# Try it
In the entries below, the word "down" appears on some lines. Copy each of those lines.

# Records shown
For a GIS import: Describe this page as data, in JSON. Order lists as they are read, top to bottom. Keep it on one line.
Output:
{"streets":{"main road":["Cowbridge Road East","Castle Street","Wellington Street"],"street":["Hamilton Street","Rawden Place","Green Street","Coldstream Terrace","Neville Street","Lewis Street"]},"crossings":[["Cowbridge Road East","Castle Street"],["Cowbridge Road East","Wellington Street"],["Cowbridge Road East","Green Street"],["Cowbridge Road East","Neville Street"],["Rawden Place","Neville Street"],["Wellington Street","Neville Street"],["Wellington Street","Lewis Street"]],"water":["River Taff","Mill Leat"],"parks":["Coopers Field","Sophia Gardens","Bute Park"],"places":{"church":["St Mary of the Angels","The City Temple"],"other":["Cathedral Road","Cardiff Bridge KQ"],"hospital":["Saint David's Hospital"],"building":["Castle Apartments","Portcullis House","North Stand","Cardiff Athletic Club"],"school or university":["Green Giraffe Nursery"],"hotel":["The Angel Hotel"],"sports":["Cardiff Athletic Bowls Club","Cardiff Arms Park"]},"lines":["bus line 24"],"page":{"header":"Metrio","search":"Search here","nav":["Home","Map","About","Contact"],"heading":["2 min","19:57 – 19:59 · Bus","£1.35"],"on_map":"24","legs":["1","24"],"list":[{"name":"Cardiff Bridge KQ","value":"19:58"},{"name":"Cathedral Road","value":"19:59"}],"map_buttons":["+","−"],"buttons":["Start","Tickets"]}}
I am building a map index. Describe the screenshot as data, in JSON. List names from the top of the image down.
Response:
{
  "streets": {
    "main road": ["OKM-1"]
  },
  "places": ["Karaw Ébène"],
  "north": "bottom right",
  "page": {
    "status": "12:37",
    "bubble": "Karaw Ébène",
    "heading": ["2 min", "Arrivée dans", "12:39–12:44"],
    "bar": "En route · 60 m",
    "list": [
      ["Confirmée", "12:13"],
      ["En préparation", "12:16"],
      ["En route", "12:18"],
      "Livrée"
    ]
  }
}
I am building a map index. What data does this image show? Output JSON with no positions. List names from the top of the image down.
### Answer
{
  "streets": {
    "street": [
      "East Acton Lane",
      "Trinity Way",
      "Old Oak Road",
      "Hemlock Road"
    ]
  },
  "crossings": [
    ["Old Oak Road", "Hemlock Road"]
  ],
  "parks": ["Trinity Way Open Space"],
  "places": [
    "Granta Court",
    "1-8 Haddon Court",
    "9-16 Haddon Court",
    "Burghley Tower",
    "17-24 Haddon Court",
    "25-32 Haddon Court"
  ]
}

==

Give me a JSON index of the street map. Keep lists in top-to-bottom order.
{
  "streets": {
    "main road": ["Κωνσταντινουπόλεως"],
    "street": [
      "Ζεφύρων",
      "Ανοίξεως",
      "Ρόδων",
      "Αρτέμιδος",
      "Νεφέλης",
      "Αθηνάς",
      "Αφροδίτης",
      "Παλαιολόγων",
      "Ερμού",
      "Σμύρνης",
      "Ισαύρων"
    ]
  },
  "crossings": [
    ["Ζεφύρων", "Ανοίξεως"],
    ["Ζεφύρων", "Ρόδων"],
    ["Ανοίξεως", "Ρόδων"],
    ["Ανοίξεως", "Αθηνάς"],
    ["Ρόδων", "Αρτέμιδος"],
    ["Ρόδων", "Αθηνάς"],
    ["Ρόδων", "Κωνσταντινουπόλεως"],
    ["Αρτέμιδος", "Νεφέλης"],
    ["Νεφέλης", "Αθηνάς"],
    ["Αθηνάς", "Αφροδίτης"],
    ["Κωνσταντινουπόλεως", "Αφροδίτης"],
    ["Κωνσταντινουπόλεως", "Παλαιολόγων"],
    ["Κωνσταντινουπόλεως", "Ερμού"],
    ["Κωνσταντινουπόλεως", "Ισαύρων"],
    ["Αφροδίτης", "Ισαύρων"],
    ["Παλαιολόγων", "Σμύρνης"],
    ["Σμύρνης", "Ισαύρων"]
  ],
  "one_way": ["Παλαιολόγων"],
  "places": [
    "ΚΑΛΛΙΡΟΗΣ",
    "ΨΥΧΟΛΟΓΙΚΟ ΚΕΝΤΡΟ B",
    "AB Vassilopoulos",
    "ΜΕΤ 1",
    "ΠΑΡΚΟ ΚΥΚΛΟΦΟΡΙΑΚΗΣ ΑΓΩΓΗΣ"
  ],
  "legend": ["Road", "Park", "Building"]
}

--

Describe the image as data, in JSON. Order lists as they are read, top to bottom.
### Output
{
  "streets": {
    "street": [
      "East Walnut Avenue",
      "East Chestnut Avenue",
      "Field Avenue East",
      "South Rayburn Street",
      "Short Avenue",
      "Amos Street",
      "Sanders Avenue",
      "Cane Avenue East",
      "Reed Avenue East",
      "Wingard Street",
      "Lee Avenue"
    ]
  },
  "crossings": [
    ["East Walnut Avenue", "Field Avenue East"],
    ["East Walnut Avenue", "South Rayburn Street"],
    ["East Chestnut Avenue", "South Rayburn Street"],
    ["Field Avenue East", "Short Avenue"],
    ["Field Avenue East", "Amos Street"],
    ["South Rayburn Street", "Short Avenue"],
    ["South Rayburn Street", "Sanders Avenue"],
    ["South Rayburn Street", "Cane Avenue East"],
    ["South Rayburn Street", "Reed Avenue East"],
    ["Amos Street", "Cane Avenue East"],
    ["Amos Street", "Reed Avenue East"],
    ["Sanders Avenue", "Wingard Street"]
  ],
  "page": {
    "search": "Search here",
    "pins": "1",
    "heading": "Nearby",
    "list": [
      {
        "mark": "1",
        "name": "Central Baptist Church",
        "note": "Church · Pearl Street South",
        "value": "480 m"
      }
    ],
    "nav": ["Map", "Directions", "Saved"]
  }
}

# Task answer
I am building a map index. Describe the screenshot as data, in JSON. List names from the top of the image down.
I am building a map index. What data does this image show? Output JSON with no positions. List names from the top of the image down.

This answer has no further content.